A federal appeals court has decided that, under federal securities laws, a children’s term life rider should be reviewed separately from the primary insured’s variable life policy.
A 3-judge panel of the 2nd Circuit Court of Appeals has ruled unanimously in Ring et al. vs. AXA Financial Inc. and Equitable Life Assurance Society of the United States that a district court should distinguish between the children’s term life rider and the underlying variable life policy when applying the Securities Litigation Uniform Standards Act of 1998.
Joshua Rose, a Washington lawyer who represents Shirley Ring, the lead plaintiff, and other plaintiffs in the case, has argued that Equitable, a unit of AXA Financial Inc., New York, violated the New York state consumer protection law by continuing to bill parents for children’s term life riders after the children reached age 25 and no longer qualified for rider coverage.
SLUSA preempts state-law securities claims.

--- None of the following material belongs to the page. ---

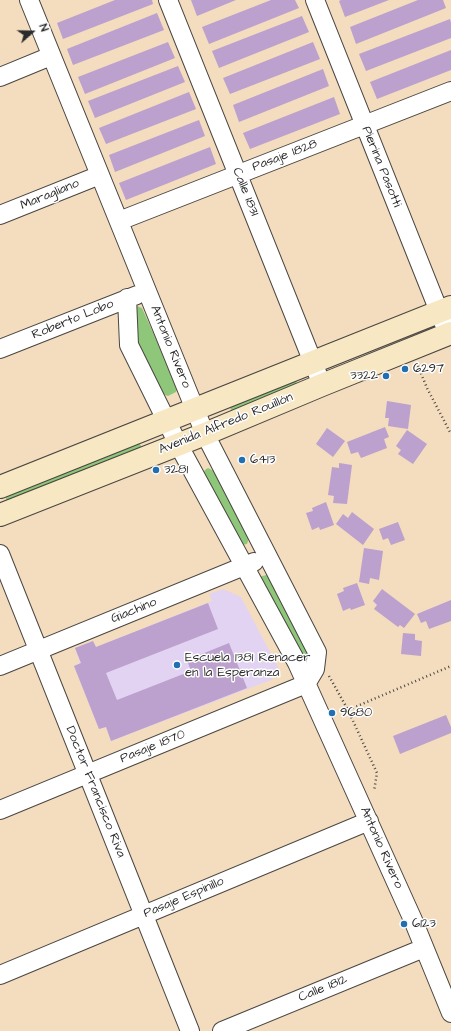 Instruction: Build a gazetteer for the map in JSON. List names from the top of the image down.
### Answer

Lawyers for Equitable had asked the courts to dismiss the Ring suit state-law claims, arguing that the variable life policies and children’s term riders in question should be considered together as securities covered by SLUSA, Circuit Judge Rosemary Pooler writes in the decision for the 2nd Circuit.
The U.S. District Court in New York agreed with Equitable that the children’s term rider was part of a SLUSA-covered security.
The 2nd Circuit vacated the District Court judgment and returned the case to the District Court with instructions to send it back to the New York state court.
“The fact that the [children's term rider] can be appended to either a whole life policy or a variable life policy, does not change the character of the [rider] depending on the product to which it is attached,” Pooler writes in the 2nd Circuit decision. “The [rider] standing alone is pure insurance, with the underwriting risks borne by the insurer and no residual value remaining at the end of the term. The [rider] does not take on the qualities of the insurance or annuity with which it must be purchased simply because it cannot be sold alone.”
The 2nd Circuit decision “did not rule on whether plaintiff stated a valid claim under the laws of New York,” AXA Equitable says in a statement about the ruling. “The decision narrowly held that for purposes of removal to federal court under the federal securities law, the children’s term rider can be treated separately from the primary insured’s policy. We believe that the premium schedule for the children’s term rider was appropriately disclosed and intend to vigorously defend the lawsuit.”